Duke University Human Factors Analysis

Performance Assessment Technology that improved organizational performance by optimizing individual and team performance

The Challenge

The leading edge of practice is a risky place. The unit has experienced several sentinel adverse-patient events, the turnover of nursing staff has grown, and there is debate that some practices may conflict with prescribed procedures. In the face of these and other challenges, Duke Health retained Aptima and Jbara to conduct a human factors analysis of the Pediatric Bone Marrow Unit’s operations.

The Solution

Aptima and Jbara’s human factors analysis addresses an organization as a complex socio-technical system; it identifies the stress points system and redesigns it to prevent errors from occurring, trap them while they are inconsequential, or mitigate their effects. More positively, redesign of systems helps people and machines do the right thing with less effort.

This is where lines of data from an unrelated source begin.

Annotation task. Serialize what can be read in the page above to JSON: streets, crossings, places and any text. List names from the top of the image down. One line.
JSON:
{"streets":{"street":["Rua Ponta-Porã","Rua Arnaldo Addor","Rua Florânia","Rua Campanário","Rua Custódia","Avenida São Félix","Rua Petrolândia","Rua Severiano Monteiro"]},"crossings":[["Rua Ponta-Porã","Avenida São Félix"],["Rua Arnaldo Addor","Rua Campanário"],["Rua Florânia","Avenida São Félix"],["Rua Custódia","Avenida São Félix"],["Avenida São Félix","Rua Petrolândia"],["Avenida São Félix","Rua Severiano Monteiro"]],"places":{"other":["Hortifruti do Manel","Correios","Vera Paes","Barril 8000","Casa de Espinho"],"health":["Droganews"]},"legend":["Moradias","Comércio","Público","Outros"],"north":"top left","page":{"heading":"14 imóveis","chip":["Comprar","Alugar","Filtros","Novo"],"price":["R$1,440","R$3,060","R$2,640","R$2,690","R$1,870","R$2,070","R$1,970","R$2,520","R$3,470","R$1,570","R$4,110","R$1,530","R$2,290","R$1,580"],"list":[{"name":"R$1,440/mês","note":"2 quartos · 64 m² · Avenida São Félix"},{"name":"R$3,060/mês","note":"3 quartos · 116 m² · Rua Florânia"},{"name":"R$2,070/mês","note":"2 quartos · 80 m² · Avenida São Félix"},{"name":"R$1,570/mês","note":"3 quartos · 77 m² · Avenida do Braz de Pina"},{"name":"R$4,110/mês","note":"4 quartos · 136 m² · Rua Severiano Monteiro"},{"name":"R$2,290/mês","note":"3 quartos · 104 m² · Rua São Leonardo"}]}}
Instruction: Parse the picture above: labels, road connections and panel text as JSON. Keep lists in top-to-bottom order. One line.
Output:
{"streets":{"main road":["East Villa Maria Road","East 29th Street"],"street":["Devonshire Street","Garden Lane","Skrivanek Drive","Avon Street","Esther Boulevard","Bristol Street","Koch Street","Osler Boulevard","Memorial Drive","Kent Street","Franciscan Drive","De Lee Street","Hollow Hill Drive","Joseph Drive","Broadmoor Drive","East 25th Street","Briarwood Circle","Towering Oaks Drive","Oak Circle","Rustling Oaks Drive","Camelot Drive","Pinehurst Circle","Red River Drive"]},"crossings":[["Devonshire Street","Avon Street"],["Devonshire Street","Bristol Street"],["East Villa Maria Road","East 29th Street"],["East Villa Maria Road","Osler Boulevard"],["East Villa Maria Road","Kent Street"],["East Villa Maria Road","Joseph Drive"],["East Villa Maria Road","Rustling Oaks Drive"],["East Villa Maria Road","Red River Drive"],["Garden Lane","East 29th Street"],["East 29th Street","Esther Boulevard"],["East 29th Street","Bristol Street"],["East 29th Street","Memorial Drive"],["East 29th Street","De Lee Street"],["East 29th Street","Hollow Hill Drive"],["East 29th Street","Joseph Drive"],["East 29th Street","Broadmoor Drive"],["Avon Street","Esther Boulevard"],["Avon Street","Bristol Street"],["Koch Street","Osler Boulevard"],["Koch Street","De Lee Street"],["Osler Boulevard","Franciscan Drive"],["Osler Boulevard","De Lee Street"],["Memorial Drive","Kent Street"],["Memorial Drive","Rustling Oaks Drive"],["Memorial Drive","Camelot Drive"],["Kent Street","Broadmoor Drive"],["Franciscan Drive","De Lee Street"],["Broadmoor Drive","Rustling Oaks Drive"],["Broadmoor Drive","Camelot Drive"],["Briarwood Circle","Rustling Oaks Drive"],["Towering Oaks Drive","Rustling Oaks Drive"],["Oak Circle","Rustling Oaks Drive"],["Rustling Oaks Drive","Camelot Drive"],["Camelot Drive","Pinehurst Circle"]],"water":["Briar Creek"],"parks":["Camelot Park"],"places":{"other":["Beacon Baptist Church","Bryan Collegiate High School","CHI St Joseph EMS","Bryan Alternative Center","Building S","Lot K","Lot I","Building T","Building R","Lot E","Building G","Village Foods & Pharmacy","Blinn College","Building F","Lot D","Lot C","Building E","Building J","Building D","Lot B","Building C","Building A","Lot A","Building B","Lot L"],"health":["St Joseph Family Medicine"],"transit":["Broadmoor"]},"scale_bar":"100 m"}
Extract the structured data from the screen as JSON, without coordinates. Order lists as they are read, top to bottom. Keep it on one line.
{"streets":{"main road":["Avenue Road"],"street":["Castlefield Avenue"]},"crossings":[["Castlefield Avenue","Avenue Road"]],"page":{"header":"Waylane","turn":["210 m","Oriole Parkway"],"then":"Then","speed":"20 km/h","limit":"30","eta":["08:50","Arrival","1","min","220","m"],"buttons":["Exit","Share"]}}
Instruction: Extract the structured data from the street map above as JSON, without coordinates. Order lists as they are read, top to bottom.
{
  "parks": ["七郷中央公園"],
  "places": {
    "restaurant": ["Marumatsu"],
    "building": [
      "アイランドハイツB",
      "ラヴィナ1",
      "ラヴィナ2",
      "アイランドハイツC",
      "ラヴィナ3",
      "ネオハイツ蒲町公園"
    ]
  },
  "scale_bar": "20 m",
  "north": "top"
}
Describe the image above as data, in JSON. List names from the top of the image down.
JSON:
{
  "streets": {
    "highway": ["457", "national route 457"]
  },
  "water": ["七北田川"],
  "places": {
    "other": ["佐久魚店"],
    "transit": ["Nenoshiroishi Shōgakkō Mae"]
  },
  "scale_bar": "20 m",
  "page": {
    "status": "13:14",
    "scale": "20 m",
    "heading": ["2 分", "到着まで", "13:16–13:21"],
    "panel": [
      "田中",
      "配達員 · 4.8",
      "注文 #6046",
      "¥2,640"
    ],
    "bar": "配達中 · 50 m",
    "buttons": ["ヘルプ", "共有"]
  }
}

We engaged a multi-disciplinary team of staff and consultants in this work: specialists in clinical safety, decision making, teamwork, engineering, computational modeling, psycho-social services, long-term critical care. Members of this team collected data through document reviews and more than 50 individual interviews, focused group interviews, and direct observations of procedures. The participants were mainly stakeholders in the PBMTU – including nurses, physicians, psycho-social specialists, administrators, and parents – and, to a lesser extent, members of the larger Duke University Hospital of which it is a part.

All members of the team participated in data analysis and contributed to this report of findings, recommendations for action, potential risks, and measures of process and effects. In addition, we developed a computational model of work during the line change period in order to safely, rapidly test the effects on workload of changes to staffing and procedures.

Medical information systems and clinical procedures must be designed to fit one another. An example: The OR Wall of Knowledge is designed to maintain the shared situational awareness of the OR team during surgery.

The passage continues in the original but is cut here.